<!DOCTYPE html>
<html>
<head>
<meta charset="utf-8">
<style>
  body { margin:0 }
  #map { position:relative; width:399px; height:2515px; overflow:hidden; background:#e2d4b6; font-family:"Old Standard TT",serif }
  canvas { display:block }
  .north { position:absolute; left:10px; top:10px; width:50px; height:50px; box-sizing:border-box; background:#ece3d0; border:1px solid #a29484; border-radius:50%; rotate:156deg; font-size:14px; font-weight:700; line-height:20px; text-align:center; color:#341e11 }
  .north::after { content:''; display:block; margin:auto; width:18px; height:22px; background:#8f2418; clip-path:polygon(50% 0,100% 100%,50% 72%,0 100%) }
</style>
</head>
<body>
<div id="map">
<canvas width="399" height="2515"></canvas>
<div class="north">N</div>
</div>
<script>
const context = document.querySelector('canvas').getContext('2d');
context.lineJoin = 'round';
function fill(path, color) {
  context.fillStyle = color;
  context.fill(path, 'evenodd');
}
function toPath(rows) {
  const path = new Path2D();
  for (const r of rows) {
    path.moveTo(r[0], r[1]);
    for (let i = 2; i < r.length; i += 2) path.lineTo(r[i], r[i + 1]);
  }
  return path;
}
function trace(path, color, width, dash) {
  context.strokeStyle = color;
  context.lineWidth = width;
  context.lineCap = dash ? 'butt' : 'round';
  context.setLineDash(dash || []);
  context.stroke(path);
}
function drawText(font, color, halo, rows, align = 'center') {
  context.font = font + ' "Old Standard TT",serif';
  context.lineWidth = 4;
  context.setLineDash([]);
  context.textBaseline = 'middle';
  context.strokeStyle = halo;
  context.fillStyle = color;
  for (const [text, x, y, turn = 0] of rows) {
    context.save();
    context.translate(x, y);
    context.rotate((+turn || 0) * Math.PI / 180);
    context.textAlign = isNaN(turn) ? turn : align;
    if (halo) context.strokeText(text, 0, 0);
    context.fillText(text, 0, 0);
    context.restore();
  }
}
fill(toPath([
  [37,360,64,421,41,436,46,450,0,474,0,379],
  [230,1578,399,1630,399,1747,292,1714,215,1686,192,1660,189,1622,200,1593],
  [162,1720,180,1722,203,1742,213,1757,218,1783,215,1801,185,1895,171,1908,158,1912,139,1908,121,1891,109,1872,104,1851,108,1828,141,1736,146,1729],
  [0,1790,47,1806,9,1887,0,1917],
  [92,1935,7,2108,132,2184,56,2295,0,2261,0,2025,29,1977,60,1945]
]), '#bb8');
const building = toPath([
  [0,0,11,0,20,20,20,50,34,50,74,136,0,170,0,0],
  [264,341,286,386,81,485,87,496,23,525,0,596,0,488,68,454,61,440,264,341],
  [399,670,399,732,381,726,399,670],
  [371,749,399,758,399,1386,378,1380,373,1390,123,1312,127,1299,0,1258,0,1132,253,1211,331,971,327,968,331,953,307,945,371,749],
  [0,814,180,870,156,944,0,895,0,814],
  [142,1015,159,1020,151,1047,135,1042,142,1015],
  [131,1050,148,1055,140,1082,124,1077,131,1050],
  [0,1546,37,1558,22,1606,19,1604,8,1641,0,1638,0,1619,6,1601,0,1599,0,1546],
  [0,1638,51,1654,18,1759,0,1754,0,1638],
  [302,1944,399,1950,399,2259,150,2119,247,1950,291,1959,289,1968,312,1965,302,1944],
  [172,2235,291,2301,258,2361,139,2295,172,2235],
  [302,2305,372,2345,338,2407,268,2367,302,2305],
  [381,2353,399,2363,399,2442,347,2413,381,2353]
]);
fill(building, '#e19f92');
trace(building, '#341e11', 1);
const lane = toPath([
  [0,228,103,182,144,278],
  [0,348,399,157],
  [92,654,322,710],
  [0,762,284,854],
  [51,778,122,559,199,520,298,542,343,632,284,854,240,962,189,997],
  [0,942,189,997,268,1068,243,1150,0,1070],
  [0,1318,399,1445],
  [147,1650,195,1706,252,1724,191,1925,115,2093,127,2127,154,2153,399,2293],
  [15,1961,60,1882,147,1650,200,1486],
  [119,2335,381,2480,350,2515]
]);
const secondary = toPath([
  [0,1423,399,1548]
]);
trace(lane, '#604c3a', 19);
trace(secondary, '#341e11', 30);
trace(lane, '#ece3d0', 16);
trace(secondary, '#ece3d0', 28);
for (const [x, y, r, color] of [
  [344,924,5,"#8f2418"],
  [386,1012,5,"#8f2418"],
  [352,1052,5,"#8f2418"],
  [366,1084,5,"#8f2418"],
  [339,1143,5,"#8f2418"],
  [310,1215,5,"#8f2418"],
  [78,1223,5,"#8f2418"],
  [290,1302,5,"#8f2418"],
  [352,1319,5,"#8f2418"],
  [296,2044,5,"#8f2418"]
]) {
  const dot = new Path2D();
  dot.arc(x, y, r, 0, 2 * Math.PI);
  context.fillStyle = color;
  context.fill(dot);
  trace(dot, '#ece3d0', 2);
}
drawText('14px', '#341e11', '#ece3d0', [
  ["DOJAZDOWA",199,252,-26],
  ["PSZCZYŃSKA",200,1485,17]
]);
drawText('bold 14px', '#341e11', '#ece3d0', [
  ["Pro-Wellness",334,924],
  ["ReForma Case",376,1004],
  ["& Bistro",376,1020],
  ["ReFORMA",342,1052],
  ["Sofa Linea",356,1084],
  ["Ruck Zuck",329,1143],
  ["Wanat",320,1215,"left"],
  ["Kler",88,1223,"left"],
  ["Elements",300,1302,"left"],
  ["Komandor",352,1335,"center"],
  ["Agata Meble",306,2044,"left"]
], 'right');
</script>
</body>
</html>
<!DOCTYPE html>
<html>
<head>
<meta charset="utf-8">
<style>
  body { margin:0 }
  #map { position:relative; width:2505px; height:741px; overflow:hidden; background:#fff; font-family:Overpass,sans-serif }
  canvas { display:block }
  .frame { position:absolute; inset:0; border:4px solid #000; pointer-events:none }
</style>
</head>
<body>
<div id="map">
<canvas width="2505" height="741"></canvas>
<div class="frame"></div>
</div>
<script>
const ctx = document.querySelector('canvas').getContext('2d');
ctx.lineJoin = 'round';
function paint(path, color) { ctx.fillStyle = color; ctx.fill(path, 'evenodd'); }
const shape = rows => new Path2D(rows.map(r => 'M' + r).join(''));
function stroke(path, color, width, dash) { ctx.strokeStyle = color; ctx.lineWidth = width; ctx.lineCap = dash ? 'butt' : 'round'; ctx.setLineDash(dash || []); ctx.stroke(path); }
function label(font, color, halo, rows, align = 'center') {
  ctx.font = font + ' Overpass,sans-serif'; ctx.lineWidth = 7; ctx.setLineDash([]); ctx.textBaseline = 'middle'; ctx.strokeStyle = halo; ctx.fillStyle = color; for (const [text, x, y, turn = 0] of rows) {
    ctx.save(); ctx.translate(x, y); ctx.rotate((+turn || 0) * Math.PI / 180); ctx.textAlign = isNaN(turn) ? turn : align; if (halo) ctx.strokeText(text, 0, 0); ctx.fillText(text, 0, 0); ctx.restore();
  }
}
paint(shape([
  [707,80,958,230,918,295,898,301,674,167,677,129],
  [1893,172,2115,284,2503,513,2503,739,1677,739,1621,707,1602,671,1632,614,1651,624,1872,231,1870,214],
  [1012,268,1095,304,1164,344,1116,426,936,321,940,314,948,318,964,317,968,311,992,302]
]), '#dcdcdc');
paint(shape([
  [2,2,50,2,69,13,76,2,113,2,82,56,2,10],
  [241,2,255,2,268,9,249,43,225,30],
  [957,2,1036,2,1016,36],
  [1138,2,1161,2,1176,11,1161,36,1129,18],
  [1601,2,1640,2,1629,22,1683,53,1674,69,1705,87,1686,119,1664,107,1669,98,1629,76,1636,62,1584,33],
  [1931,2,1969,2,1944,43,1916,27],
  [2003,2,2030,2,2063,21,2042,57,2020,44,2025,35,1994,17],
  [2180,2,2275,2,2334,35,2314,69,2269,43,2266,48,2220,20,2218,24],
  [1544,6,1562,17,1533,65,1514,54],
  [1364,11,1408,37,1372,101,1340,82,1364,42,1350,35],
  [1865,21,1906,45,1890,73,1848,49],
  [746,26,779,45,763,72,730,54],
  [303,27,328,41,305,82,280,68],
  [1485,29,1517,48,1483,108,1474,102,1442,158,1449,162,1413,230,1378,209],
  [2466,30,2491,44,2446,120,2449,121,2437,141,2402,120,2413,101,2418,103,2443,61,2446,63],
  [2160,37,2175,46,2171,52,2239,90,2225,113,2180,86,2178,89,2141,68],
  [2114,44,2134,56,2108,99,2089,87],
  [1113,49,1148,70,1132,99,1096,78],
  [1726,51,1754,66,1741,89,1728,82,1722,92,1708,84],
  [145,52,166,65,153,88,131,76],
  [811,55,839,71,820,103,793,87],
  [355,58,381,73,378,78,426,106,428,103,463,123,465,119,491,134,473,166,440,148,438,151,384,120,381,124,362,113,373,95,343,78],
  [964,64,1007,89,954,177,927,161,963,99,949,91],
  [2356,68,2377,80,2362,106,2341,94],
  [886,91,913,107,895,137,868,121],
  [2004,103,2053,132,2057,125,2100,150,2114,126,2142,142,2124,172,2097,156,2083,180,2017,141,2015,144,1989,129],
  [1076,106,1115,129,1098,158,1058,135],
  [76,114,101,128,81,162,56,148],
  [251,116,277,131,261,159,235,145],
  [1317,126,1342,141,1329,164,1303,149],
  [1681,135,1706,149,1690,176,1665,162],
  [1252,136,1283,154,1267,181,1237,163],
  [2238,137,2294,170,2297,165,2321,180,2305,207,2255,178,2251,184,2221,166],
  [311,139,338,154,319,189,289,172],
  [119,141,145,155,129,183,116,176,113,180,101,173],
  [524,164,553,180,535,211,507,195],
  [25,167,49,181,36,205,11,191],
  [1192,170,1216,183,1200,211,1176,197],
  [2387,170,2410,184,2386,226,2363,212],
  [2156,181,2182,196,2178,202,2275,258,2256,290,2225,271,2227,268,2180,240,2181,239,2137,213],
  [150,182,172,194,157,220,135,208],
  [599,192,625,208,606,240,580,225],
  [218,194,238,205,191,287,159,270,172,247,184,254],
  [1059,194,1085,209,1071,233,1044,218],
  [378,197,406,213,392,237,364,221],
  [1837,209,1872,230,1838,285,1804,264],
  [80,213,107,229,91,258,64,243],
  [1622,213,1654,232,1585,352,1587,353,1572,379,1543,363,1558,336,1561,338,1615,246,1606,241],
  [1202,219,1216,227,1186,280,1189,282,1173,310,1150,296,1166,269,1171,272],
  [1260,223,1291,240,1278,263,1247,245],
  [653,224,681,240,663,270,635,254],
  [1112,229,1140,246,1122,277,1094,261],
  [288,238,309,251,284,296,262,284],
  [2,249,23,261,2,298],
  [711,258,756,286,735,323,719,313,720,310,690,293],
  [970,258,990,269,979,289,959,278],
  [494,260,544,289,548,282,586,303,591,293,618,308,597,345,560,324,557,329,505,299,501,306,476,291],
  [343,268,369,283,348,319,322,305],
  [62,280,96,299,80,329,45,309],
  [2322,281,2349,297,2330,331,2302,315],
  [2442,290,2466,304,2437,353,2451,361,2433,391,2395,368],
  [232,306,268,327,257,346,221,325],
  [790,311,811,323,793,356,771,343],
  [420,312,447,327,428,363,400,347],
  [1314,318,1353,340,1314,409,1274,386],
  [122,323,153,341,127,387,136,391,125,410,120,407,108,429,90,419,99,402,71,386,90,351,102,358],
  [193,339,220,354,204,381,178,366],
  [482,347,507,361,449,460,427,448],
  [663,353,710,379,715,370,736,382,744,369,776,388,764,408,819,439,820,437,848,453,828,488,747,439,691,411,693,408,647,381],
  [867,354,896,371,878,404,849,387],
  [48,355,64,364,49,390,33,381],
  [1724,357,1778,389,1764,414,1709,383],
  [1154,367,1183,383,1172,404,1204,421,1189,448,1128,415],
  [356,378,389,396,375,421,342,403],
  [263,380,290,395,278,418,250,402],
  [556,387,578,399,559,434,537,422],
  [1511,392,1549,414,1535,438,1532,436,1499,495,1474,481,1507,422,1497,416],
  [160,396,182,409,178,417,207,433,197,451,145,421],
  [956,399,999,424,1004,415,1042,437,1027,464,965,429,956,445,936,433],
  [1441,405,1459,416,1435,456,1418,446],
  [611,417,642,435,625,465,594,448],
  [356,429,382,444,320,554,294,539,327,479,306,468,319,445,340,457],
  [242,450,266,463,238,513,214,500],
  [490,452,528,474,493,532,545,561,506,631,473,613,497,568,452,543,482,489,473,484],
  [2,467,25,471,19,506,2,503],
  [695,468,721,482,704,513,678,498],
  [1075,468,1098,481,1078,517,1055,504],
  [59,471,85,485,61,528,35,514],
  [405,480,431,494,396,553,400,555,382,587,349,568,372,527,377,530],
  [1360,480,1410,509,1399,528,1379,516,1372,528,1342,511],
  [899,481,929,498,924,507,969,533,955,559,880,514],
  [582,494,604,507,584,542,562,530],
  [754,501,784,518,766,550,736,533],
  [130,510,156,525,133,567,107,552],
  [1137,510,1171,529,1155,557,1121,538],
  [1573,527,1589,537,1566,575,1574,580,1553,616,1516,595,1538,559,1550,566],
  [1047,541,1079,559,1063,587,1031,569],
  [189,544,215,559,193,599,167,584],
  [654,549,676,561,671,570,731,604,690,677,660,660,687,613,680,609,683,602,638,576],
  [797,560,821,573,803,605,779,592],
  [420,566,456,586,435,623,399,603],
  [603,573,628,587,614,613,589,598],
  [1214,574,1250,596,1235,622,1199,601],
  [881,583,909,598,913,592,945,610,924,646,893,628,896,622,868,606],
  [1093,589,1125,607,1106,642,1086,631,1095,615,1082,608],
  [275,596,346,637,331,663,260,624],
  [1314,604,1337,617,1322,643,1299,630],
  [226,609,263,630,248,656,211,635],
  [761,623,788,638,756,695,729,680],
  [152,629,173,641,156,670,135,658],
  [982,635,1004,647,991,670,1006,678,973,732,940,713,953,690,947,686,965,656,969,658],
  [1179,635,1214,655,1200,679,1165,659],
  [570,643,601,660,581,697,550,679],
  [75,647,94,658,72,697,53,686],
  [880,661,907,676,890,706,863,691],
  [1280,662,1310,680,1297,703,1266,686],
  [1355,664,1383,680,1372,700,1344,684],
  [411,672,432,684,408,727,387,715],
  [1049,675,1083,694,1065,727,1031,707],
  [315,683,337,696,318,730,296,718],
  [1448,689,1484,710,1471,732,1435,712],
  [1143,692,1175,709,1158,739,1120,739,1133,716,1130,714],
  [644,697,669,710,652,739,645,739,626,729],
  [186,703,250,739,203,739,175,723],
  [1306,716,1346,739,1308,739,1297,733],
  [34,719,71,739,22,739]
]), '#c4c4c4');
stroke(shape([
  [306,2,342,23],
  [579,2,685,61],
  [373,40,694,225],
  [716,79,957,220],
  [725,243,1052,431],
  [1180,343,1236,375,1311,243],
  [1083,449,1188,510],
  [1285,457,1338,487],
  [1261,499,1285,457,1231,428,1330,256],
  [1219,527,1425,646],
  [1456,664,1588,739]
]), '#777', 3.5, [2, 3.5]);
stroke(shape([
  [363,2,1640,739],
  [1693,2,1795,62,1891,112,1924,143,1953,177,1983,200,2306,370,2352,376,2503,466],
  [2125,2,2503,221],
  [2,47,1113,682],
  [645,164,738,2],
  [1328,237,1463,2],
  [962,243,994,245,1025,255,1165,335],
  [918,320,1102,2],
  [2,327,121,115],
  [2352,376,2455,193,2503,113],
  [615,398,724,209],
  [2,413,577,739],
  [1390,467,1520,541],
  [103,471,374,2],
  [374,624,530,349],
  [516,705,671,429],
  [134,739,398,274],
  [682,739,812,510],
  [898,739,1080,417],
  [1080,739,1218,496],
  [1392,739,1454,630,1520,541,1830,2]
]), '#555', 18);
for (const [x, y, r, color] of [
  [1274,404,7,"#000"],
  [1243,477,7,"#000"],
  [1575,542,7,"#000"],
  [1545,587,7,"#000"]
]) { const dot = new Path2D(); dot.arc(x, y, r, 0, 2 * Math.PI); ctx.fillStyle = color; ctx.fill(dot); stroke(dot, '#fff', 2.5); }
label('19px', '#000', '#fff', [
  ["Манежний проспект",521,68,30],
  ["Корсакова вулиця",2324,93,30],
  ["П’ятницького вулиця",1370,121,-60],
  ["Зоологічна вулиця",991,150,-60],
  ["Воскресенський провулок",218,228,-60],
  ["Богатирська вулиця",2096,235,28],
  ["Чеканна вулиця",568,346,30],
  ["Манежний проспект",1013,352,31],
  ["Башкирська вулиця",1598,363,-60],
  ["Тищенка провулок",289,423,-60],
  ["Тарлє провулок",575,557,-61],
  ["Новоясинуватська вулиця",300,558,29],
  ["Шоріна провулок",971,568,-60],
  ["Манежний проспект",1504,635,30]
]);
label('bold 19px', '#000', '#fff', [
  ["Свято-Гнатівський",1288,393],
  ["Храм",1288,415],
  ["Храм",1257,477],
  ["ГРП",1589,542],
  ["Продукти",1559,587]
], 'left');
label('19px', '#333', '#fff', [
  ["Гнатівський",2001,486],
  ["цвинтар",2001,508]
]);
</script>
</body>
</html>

===

### WORK TASK
Look above for the line containing "function paint(path, color)" and the line containing "const shape = rows". Transcribe both, with the lines between them, exactly.

### EXERCISE ANSWER
function paint(path, color) { ctx.fillStyle = color; ctx.fill(path, 'evenodd'); }
const shape = rows => new Path2D(rows.map(r => 'M' + r).join(''));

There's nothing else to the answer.